Kathy Dry, a former CDC employee, asked the doctor if there wasn't something else for her husband, perhaps something at Emory. And that was how, in July 2013, Dry met Winship Cancer Institute oncologist Suresh Ramalingam, professor and director of Winship's Lung Cancer Program. Dry quickly entered one of the 20 to 30 ongoing lung cancer clinical trials underway at Winship, thanks to Winship's status as Georgia's only National Cancer Institute-designated cancer center. Dr. Ram, as his patients call him, is principal investigator of a multi-institutional Phase II trial testing the efficacy of a new class of immunotherapy cancer drugs, drugs that stimulate the immune system to attack cancer cells while sparing healthy ones.

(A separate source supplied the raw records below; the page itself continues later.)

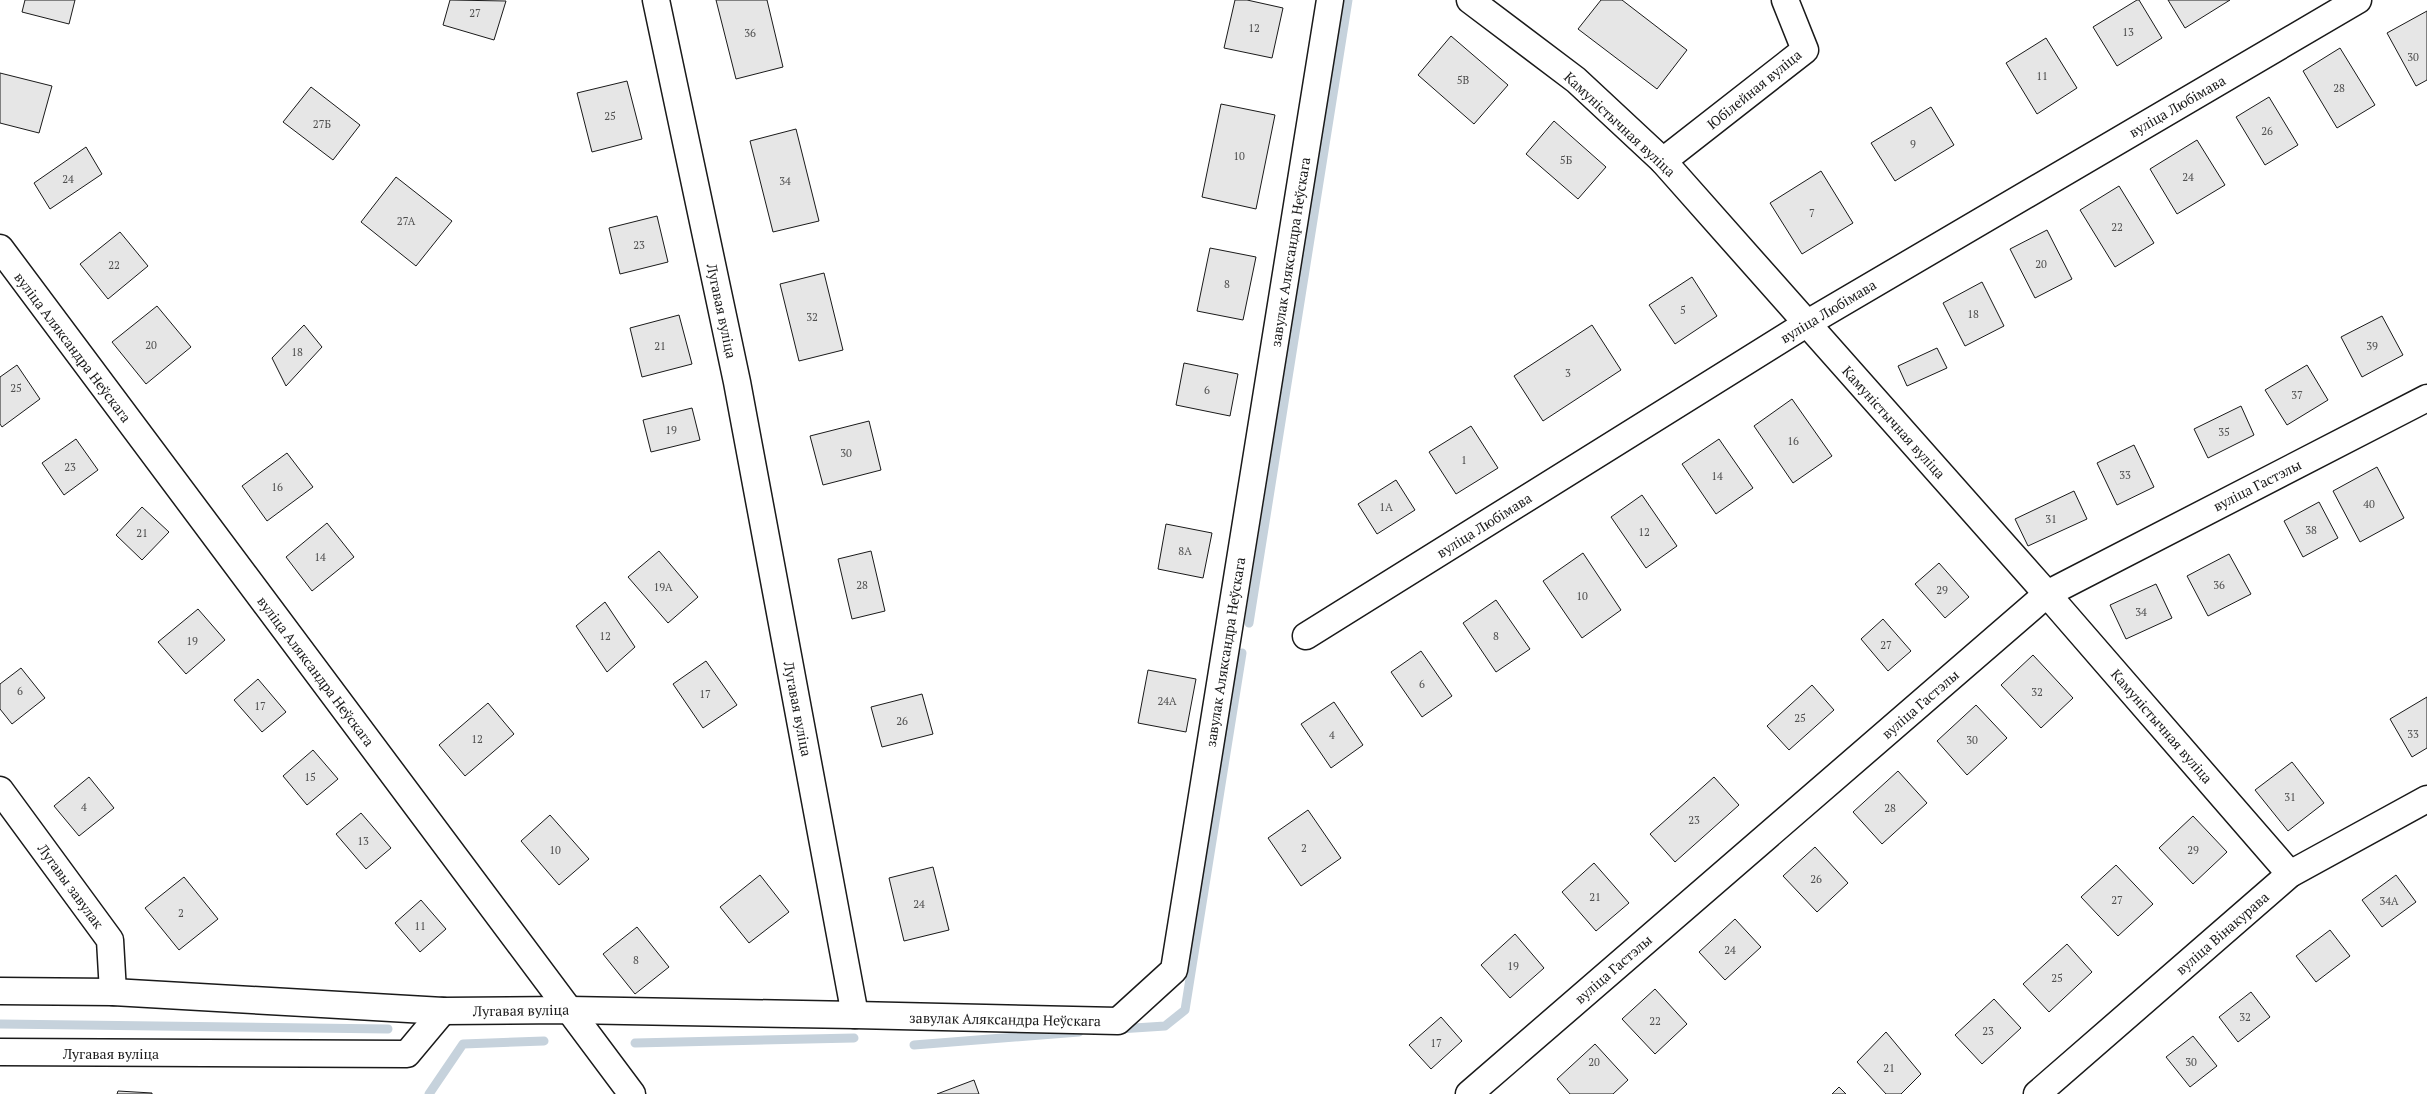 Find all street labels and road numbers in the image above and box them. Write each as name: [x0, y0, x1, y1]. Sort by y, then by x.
street label: Юбілейная вуліца: [1703, 45, 1805, 133]
street label: Камуністычная вуліца: [1560, 67, 1680, 181]
street label: вуліца Любімава: [2125, 71, 2229, 141]
street label: завулак Аляксандра Неўскага: [1266, 156, 1314, 348]
street label: Лугавая вуліца: [702, 261, 741, 360]
street label: вуліца Аляксандра Неўскага: [10, 268, 136, 426]
street label: вуліца Любімава: [1776, 275, 1880, 347]
street label: Камуністычная вуліца: [1838, 361, 1950, 483]
street label: вуліца Гастэлы: [2210, 455, 2304, 515]
street label: вуліца Любімава: [1433, 488, 1535, 562]
street label: завулак Аляксандра Неўскага: [1201, 556, 1249, 748]
street label: вуліца Аляксандра Неўскага: [253, 592, 379, 750]
street label: Лугавая вуліца: [779, 659, 817, 758]
street label: вуліца Гастэлы: [1877, 665, 1963, 743]
street label: Камуністычная вуліца: [2107, 665, 2217, 787]
street label: Лугавы завулак: [33, 839, 109, 933]
street label: вуліца Вінакурава: [2171, 887, 2273, 979]
street label: вуліца Гастэлы: [1570, 930, 1656, 1008]
street label: Лугавая вуліца: [472, 1000, 569, 1020]
street label: завулак Аляксандра Неўскага: [909, 1008, 1101, 1030]
street label: Лугавая вуліца: [62, 1044, 159, 1063]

Every two weeks, Dry met with Ramalingam and Colleen Lewis, nurse practitioner in Winship's busy clinical trials unit, and spent an hour in Winship's infusion center. A huge benefit of the new immunotherapy treatments, says Ramalingam, is how well they are tolerated. Dry's previous chemotherapy caused constant diarrhea. The new treatment only caused occasional gastrointestinal upset and he was able to regain lost pounds and his trademark energy. His tumors shrank by more than half and stayed that way for 11 months.

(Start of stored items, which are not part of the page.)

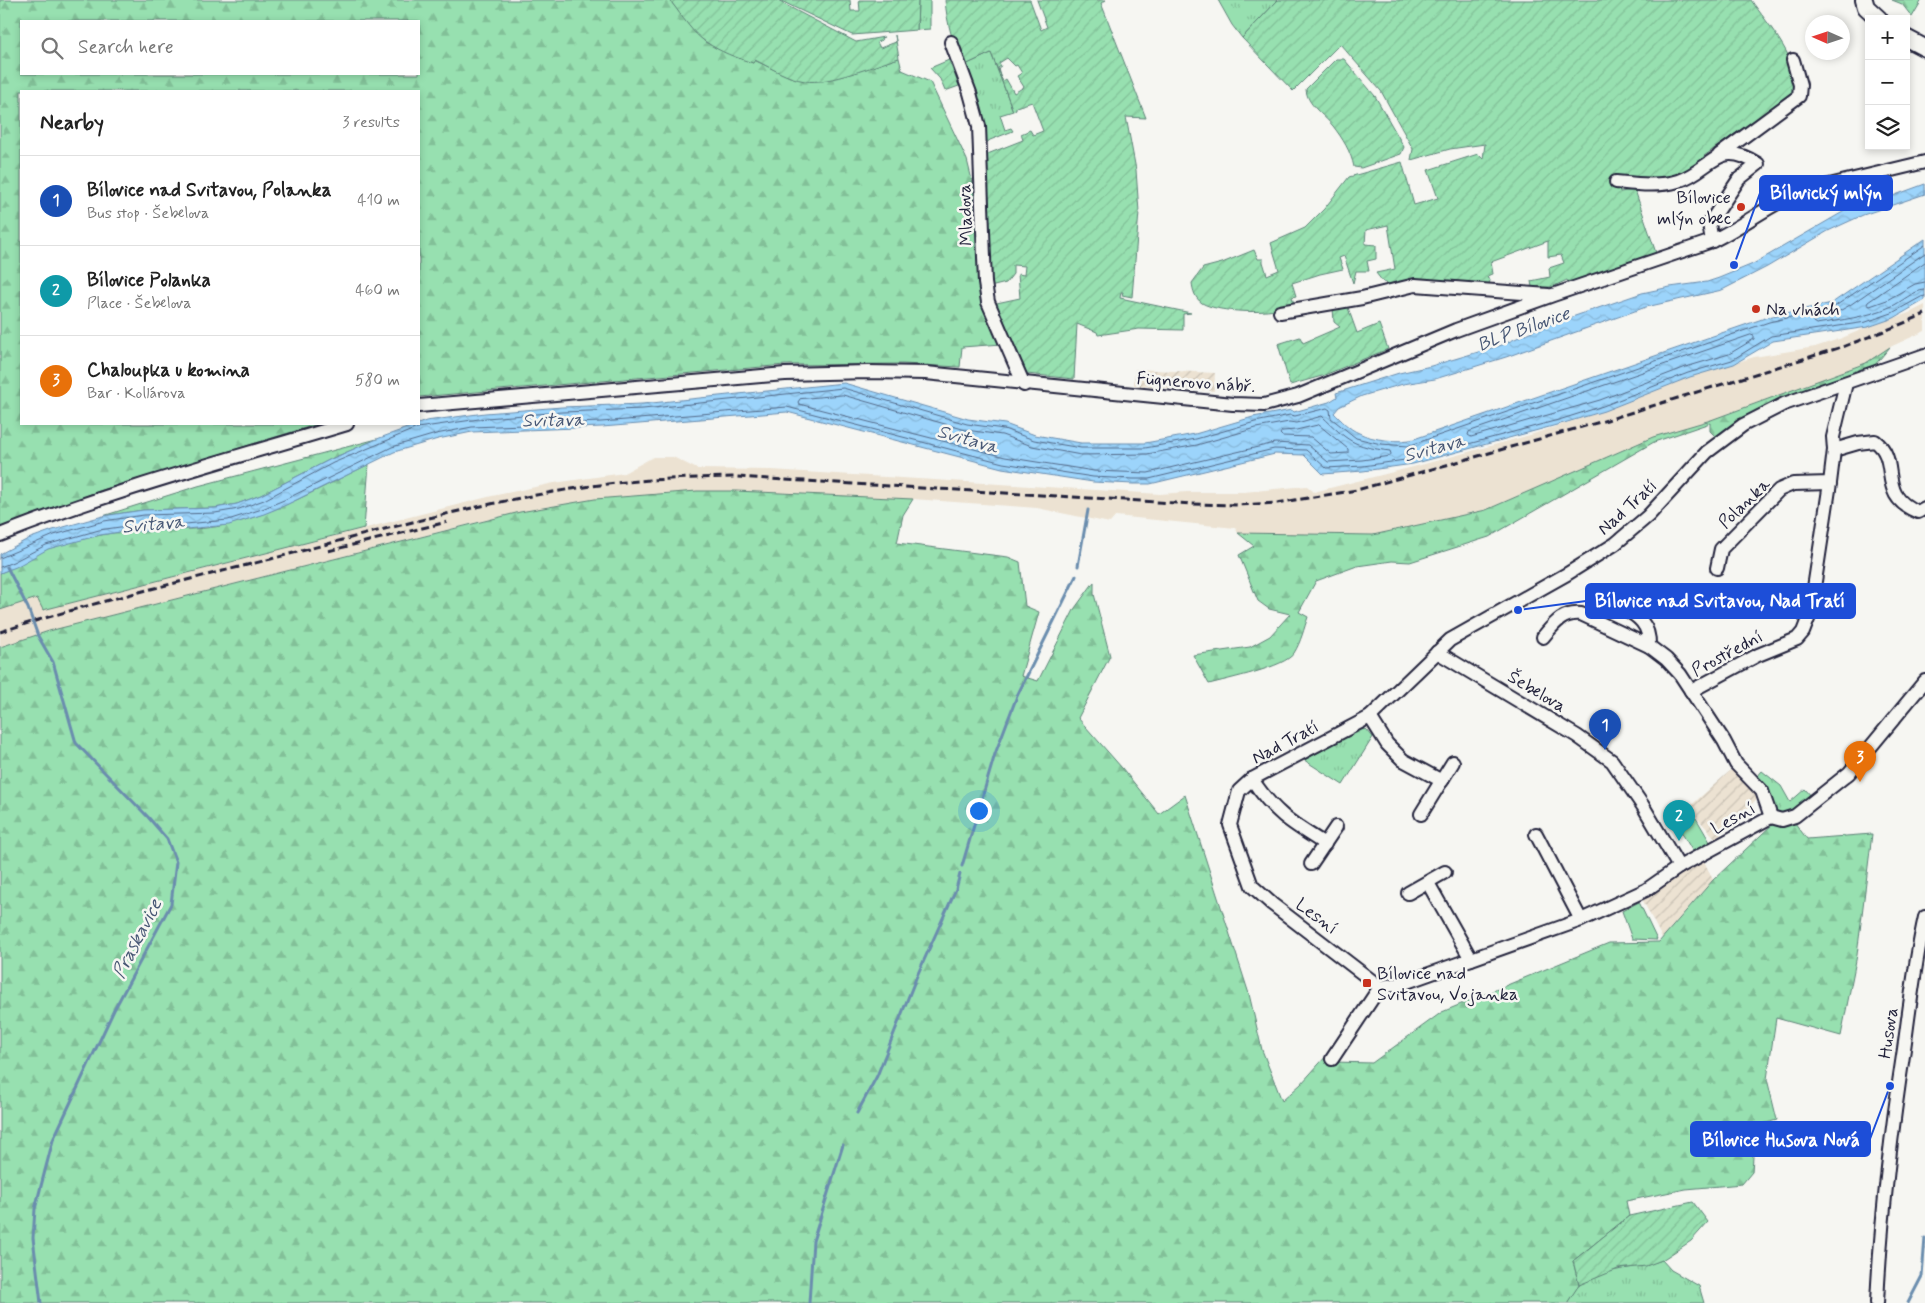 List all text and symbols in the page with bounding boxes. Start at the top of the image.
north arrow [1805,15,1850,60]
map controls [1865,15,1910,150]
button: + [1865,15,1910,60]
search box [20,20,420,75]
icon: search [38,34,66,62]
text: Search here [78,35,174,60]
button: − [1865,60,1910,105]
button: layers [1865,105,1910,150]
text: Nearby [40,109,104,137]
text: 3 results [342,112,400,133]
callout: Bílovický mlýn [1760,176,1892,210]
text: Bílovice nad Svitavou, Polanka [87,178,331,203]
text: Bílovický mlýn [1770,181,1882,207]
street label: Mladova [953,184,979,246]
place label: Bílovice mlýn obec [1657,186,1731,231]
text: 1 [52,190,60,211]
text: 410 m [357,190,400,211]
marker: Bílovice mlýn obec [1735,201,1747,213]
text: Bus stop · Šebelova [87,203,209,224]
text: Bílovice Polanka [87,268,211,293]
text: 2 [52,280,60,301]
text: 460 m [355,280,400,301]
text: Place · Šebelova [87,293,191,314]
place label: Na vlnách [1766,298,1840,322]
water label: BLP Bílovice [1474,301,1575,358]
marker: Na vlnách [1750,303,1762,315]
text: Chaloupka u komina [87,358,250,383]
street label: Fügnerovo nábř. [1136,367,1256,399]
text: 3 [52,370,60,391]
text: 580 m [355,370,400,391]
text: Bar · Kollárova [87,383,186,404]
water label: Svitava [522,407,585,434]
water label: Svitava [934,419,1001,460]
water label: Svitava [1401,428,1468,469]
street label: Polanka [1714,473,1776,534]
street label: Nad Tratí [1593,475,1663,541]
water label: Svitava [121,509,186,540]
callout: Bílovice nad Svitavou, Nad Tratí [1586,584,1855,618]
text: Bílovice nad Svitavou, Nad Tratí [1595,589,1845,614]
street label: Prostřední [1688,625,1767,683]
street label: Šebelova [1503,665,1570,719]
pin: 1 [1589,709,1621,750]
street label: Nad Tratí [1248,715,1323,770]
pin: 3 [1844,741,1876,782]
street label: Lesní [1707,797,1760,841]
your location [966,798,992,824]
pin: 2 [1663,800,1695,841]
street label: Lesní [1290,893,1343,941]
water label: Praskavice [107,894,168,983]
place label: Bílovice nad Svitavou, Vojanka [1377,962,1518,1007]
marker: Bílovice nad Svitavou, Vojanka [1361,977,1373,989]
street label: Husova [1874,1006,1904,1060]
callout: Bílovice Husova Nová [1691,1122,1870,1156]
text: Bílovice Husova Nová [1702,1128,1860,1153]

Thanks to their experience at Winship, Kathy Dry encourages people with lung cancer not to give up. There is hope, she says.

And more hope keeps coming, as Winship clinicians and scientists work with their research partners across campus and the country to design, develop, and test new, personalized treatment regimens. Increasingly those regimens are specific to each patient, such as strengthening an individual's own immune response, as with Dry, or identifying and honing in on the different genes involved in an individual's cancer or response to treatment.

Making it personal

Lung cancer is by far the leading cause of cancer death in men and women. But lung cancers – even specific types such as small-cell or non-small cell lung cancers – are not all the same. That's why, when lung cancer patients arrive at Winship, a small tissue sample of their tumor undergoes genomic screening to determine which gene has gone awry, driving that individual's cancer.

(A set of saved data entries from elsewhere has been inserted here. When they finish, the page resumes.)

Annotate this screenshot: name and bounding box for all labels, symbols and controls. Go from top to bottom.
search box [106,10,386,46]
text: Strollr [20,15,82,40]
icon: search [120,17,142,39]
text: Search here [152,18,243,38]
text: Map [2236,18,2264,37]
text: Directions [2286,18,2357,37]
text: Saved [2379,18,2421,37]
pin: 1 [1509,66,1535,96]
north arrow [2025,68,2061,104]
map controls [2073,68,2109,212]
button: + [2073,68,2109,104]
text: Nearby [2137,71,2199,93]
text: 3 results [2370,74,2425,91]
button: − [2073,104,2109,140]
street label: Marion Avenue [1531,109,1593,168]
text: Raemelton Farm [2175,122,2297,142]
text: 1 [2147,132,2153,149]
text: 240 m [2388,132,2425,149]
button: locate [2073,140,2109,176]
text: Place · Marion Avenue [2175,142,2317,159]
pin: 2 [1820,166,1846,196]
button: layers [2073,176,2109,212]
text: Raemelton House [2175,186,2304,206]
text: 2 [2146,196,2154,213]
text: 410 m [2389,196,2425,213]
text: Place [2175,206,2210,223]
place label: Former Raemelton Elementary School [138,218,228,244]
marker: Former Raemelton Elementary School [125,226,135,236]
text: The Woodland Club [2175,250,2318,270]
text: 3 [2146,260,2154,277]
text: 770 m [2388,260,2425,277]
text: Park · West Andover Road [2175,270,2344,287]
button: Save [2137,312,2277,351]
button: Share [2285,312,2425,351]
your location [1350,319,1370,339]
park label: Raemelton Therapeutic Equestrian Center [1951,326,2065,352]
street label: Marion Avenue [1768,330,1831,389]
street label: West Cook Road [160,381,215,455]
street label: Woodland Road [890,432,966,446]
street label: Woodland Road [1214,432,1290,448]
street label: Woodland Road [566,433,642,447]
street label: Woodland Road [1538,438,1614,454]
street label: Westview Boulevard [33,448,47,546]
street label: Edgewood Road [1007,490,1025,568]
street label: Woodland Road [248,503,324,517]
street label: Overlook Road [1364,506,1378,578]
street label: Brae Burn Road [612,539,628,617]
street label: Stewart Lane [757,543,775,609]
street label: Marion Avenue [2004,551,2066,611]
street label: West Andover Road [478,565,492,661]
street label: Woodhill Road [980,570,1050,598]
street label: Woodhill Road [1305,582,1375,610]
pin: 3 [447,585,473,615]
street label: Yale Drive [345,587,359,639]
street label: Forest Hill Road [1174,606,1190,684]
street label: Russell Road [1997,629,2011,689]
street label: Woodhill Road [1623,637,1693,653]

For example, among recently screened Winship patients with lung adenocarcinoma, a sub-type of non-small cell lung cancer, approximately 50-60 percent could be placed into a specific molecular genetic subcategory. "Knowing which gene is malfunctioning gives us a highly personalized target for treatment," says Ramalingam. "Our overarching theme in combating lung cancer at Winship is divide and conquer."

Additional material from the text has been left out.